Following the outcome of the Brexit referendum, significant re-pricing of financial assets took place in an orderly manner and didn’t lead to a seizing up of markets and interruption of the flow of credit, notes Goldman Sachs. Huw Pill and colleagues point out in their July 29 research piece titled “Brexit fallout – Economic and political challenges for continental Europe” that the U.K. will not be allowed to cherry-pick among the privileges of EU membership without accepting the responsibilities and costs entailed.
Sharp slowdown in U.K. economic activity
Pill and team point out that despite the increase in market volatility in the immediate aftermath of the referendum outcome, the markets have continued to function in an orderly manner, partly aided by the underlying support of central banks. Though the repricing of financial assets was significant, the analysts don’t believe the repricing has led to the interruption of the flow of credit akin to what was observed after the Lehman Bros. failure in 2008.
However, the GS analysts believe the broader economic consequences of Brexit are already evident. Citing Goldman Sachs Global Investment Research data, the analysts highlight a sharp slowdown in U.K. economic activity as the rise in uncertainty after the referendum outcome has led to the postponement of investment and hiring decisions and weighed on business and consumer confidence. They caution that if the uncertainty persists, it could knock 1.5pp and 2.0pp off the level of U.K. real GDP over a two- to three-year horizon:
U.K. government could activate Article 50 of Lisbon Treaty next year
Terming the political fallout of Brexit as significant, the GS analysts point out that a key decision for Ms. May and her new U.K. government would be when and how to invoke Article 50 of the 2008 Lisbon Treaty, which provides the legal framework for leaving the EU. The analysts highlight that Britain’s unwritten constitution and the lack of precedents in the implementation of the Article underlie a few uncertainties.
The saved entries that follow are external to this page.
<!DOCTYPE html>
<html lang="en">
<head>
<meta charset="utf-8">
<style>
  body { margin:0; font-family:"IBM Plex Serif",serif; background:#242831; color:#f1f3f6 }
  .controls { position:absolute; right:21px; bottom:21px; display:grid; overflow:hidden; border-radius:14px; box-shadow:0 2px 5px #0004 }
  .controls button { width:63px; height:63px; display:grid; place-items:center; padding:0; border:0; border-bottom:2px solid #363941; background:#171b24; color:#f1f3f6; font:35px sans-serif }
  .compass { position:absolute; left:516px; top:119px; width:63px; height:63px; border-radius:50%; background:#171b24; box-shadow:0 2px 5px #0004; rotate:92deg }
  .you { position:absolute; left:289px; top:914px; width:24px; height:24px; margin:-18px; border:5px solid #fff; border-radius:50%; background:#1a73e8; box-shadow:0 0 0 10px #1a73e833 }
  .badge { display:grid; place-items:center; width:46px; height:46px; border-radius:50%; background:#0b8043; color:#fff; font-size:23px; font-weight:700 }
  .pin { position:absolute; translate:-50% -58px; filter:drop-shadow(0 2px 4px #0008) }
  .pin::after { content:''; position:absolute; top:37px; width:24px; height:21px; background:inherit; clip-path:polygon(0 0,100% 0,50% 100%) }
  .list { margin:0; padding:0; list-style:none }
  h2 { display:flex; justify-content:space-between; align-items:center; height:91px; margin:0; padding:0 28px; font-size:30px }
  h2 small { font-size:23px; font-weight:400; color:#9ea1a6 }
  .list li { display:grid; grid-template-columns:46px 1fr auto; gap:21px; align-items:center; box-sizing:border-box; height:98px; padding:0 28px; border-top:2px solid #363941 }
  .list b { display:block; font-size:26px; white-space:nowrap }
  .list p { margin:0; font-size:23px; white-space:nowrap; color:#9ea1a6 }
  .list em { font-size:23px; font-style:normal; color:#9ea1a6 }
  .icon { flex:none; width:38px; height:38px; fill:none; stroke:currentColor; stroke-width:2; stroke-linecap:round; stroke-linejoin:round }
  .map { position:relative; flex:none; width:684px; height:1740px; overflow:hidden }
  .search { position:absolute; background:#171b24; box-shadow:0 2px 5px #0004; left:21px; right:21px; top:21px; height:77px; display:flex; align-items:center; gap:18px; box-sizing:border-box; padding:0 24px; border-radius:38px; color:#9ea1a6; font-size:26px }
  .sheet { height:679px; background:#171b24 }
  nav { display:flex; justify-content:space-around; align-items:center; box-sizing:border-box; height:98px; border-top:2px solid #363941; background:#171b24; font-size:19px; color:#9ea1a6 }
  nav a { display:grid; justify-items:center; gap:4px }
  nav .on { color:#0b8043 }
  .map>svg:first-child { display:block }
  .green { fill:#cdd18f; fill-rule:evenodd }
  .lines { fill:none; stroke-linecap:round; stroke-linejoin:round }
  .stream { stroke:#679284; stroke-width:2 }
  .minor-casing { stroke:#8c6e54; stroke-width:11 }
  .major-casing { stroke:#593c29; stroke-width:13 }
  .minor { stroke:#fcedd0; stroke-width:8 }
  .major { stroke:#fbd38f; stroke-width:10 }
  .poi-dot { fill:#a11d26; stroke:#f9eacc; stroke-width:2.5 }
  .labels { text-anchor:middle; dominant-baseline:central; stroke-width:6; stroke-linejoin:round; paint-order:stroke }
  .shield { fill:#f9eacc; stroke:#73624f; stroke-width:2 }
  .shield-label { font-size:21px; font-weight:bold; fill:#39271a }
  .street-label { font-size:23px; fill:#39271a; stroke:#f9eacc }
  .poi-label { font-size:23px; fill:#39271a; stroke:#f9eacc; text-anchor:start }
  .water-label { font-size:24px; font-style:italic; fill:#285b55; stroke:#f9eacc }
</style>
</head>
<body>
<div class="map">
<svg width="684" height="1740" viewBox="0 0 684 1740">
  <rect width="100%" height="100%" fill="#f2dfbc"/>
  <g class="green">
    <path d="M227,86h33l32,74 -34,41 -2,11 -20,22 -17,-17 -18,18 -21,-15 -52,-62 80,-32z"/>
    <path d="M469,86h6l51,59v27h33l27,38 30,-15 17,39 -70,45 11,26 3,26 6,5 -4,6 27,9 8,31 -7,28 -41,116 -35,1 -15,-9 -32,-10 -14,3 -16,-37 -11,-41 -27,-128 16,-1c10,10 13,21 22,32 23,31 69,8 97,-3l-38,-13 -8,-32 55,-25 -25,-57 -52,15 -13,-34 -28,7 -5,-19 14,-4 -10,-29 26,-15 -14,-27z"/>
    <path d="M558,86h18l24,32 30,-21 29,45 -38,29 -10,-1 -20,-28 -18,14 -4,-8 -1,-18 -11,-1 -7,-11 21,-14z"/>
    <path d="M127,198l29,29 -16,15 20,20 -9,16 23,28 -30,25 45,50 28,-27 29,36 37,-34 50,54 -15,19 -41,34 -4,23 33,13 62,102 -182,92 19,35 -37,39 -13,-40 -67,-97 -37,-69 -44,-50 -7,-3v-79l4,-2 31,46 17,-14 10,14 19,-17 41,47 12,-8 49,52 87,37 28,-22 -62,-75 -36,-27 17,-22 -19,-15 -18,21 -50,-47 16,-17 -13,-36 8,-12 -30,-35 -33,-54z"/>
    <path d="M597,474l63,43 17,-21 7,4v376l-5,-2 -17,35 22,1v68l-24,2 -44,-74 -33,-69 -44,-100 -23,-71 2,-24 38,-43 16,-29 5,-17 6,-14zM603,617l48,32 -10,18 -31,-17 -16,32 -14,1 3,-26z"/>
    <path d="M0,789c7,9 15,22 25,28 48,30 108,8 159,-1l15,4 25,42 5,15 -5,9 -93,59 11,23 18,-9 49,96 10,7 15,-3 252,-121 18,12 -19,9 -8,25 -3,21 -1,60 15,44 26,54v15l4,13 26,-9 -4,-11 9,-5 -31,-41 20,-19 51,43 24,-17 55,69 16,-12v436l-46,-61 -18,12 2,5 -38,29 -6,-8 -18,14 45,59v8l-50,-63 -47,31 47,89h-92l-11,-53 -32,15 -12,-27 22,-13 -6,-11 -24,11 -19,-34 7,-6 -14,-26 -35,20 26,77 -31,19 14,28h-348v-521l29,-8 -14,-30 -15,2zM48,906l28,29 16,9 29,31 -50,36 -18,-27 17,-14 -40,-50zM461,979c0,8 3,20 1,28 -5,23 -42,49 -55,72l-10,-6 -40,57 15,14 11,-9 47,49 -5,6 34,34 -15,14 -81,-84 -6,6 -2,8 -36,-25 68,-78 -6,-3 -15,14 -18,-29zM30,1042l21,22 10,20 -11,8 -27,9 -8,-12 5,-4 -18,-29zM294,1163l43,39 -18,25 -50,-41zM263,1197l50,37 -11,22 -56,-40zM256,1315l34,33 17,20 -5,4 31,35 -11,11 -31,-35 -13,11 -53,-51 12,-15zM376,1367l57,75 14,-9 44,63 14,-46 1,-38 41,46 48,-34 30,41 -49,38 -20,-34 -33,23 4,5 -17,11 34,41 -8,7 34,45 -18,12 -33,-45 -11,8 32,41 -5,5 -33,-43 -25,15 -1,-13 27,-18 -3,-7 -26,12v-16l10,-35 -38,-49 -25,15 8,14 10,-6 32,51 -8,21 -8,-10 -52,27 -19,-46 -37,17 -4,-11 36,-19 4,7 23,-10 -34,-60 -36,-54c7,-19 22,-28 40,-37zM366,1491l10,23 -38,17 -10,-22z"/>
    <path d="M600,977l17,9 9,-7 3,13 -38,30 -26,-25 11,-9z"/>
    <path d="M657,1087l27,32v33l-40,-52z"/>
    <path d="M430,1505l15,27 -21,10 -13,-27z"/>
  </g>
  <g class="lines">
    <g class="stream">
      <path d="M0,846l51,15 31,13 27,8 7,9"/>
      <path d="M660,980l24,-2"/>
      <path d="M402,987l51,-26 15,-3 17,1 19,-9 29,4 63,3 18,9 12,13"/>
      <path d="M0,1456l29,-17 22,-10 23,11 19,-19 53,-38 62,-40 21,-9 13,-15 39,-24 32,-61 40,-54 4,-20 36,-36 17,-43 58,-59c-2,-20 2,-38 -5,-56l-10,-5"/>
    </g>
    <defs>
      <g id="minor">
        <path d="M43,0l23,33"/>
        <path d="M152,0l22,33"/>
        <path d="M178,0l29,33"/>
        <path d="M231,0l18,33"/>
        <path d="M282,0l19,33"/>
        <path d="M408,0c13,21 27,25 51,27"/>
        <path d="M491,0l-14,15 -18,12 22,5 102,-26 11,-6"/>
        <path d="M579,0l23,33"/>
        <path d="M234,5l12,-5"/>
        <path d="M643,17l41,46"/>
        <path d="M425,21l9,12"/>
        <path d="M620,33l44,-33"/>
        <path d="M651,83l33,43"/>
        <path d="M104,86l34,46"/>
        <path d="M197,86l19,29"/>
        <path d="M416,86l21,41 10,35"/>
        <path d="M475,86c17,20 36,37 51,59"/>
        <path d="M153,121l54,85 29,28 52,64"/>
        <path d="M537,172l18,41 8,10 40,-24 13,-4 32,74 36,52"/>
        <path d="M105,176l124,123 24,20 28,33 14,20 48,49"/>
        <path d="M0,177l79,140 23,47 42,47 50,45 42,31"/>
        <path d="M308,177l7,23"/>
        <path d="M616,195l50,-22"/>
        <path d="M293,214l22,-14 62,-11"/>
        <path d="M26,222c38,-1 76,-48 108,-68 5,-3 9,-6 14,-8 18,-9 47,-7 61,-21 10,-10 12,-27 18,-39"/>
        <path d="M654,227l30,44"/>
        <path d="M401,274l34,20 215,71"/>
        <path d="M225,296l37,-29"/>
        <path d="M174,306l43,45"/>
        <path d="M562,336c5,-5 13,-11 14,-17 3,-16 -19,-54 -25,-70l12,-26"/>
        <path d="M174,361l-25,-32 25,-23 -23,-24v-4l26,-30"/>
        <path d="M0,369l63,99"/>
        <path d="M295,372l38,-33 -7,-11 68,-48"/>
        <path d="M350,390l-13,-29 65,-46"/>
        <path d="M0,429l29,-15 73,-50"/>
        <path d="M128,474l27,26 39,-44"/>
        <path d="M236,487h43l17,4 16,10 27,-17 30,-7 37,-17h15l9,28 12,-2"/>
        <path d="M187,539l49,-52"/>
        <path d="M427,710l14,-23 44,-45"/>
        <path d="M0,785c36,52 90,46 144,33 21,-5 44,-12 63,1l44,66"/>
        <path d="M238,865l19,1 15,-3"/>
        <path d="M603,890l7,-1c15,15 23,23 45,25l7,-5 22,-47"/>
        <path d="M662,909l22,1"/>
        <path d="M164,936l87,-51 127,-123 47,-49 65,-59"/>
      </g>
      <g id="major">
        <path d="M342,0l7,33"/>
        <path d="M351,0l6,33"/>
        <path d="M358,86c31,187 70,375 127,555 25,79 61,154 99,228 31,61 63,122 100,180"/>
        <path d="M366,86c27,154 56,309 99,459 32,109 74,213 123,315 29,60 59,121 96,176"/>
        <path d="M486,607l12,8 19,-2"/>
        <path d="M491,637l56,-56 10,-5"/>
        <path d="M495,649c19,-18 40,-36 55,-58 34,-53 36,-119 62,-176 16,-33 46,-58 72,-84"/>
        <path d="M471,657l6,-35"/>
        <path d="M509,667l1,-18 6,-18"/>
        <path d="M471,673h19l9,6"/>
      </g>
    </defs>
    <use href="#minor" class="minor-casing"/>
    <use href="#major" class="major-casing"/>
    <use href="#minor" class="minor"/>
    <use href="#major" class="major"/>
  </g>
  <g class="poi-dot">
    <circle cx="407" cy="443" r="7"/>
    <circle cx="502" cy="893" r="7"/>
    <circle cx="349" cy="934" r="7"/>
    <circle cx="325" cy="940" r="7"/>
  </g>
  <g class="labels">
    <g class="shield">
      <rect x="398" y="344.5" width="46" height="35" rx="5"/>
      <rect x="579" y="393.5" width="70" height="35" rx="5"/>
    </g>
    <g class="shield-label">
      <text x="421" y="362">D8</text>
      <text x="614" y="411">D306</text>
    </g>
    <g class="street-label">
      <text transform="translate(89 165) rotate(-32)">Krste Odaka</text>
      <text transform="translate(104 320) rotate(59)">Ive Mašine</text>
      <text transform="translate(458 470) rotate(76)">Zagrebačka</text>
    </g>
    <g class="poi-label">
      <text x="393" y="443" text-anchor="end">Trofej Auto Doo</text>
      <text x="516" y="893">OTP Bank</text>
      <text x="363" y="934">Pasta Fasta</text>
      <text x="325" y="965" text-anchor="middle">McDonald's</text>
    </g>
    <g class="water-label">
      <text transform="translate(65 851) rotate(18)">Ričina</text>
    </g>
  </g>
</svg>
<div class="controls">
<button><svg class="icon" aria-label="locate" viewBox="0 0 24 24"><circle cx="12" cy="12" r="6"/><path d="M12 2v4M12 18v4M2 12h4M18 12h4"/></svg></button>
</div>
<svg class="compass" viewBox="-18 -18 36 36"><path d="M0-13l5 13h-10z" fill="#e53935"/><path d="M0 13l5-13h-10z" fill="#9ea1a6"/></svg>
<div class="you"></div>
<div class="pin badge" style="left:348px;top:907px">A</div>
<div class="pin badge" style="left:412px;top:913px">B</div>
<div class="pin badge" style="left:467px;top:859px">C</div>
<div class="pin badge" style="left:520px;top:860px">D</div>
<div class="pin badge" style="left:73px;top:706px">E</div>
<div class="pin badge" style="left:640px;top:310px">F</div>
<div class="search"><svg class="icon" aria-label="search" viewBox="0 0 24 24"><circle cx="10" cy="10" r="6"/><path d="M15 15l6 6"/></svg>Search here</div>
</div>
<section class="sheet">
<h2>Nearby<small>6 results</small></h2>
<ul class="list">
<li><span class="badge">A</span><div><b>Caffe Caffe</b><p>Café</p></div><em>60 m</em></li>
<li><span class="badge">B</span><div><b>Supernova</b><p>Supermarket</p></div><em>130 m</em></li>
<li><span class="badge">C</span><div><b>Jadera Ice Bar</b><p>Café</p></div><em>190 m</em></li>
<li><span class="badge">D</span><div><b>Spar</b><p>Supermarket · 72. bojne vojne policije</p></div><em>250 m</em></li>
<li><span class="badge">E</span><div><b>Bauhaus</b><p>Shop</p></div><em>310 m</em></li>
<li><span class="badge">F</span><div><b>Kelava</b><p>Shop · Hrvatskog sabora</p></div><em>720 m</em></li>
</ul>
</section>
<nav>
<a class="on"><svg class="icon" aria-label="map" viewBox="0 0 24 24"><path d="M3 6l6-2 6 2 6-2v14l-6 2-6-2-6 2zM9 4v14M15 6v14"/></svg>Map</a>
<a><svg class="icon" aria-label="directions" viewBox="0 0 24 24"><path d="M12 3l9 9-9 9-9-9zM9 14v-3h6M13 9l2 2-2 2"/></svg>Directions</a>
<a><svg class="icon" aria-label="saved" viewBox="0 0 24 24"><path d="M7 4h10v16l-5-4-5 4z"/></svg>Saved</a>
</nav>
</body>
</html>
Pill and colleagues highlight the uncompromising stance taken by the French government regarding the need for the U.K. to abide by the so-called “four freedoms” which underpin the Single Market contrasts with some of the language from the German government, which has struck a more cautious tone. The analysts note that some German industries such as chemicals and autos are particularly exposed to U.K. trade, while Paris has long coveted breaking London’s stranglehold on financial activities in Europe:
The GS analysts believe that after a necessary period of preparation and pre-discussion with Britain’s European neighbors, the U.K. government would activate Article 50 of the Lisbon Treaty in the first half of next year. The analysts believe that considering the bumpy political roads that Europe is set to traverse over the next 18 months, the deepening of the political integration will more likely be on pause for now:
Goldman Sachs is not alone. Oxford Economics opines in a research note dated August 19th 2016 that:
Claims that the vote to leave the EU would quickly result in a rapid deterioration in the economy have not been supported by the first official data relating to the post-referendum period. July saw unemployment fall and retail sales surge.
Admittedly, a tick-up in inflation in the same month is likely to presage a further, real income-squeezing, rise. And official post-referendum data on investment, an area arguably most vulnerable to Brexit-related uncertainty, won’t be available until November. So the waiting game continues.
Just for one example we will cite – there was fear of consumer spending collapse post Brexit but Oxford Economics notes:
A 1.4% monthly rise in retail sales volumes in July was well above the consensus expectation of growth of only 0.1% and took the annual increase to 5.9%.
In conclusion, for all now all is okay, but as Oxford notes wait for November before attempting to sleep at night and you might want to at least start looking into those doomsday bunkers.